WHAT THE TASK ASKS: Output all the data exactly as it appears below.

EXTRACTED ENTRIES:
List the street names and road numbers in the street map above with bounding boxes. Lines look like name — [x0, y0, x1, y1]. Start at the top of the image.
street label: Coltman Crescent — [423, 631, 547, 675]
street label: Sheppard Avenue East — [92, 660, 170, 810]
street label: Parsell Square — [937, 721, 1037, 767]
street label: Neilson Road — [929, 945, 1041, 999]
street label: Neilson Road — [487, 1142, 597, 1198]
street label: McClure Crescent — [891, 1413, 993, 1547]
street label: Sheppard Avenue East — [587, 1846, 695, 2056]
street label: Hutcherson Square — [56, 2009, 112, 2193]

ANSWER TO THIS PROBLEM:
List the street names and road numbers in the street map above with bounding boxes. Lines look like name — [x0, y0, x1, y1]. Start at the top of the image.
street label: Coltman Crescent — [423, 631, 547, 675]
street label: Sheppard Avenue East — [92, 660, 170, 810]
street label: Parsell Square — [937, 721, 1037, 767]
street label: Neilson Road — [929, 945, 1041, 999]
street label: Neilson Road — [487, 1142, 597, 1198]
street label: McClure Crescent — [891, 1413, 993, 1547]
street label: Sheppard Avenue East — [587, 1846, 695, 2056]
street label: Hutcherson Square — [56, 2009, 112, 2193]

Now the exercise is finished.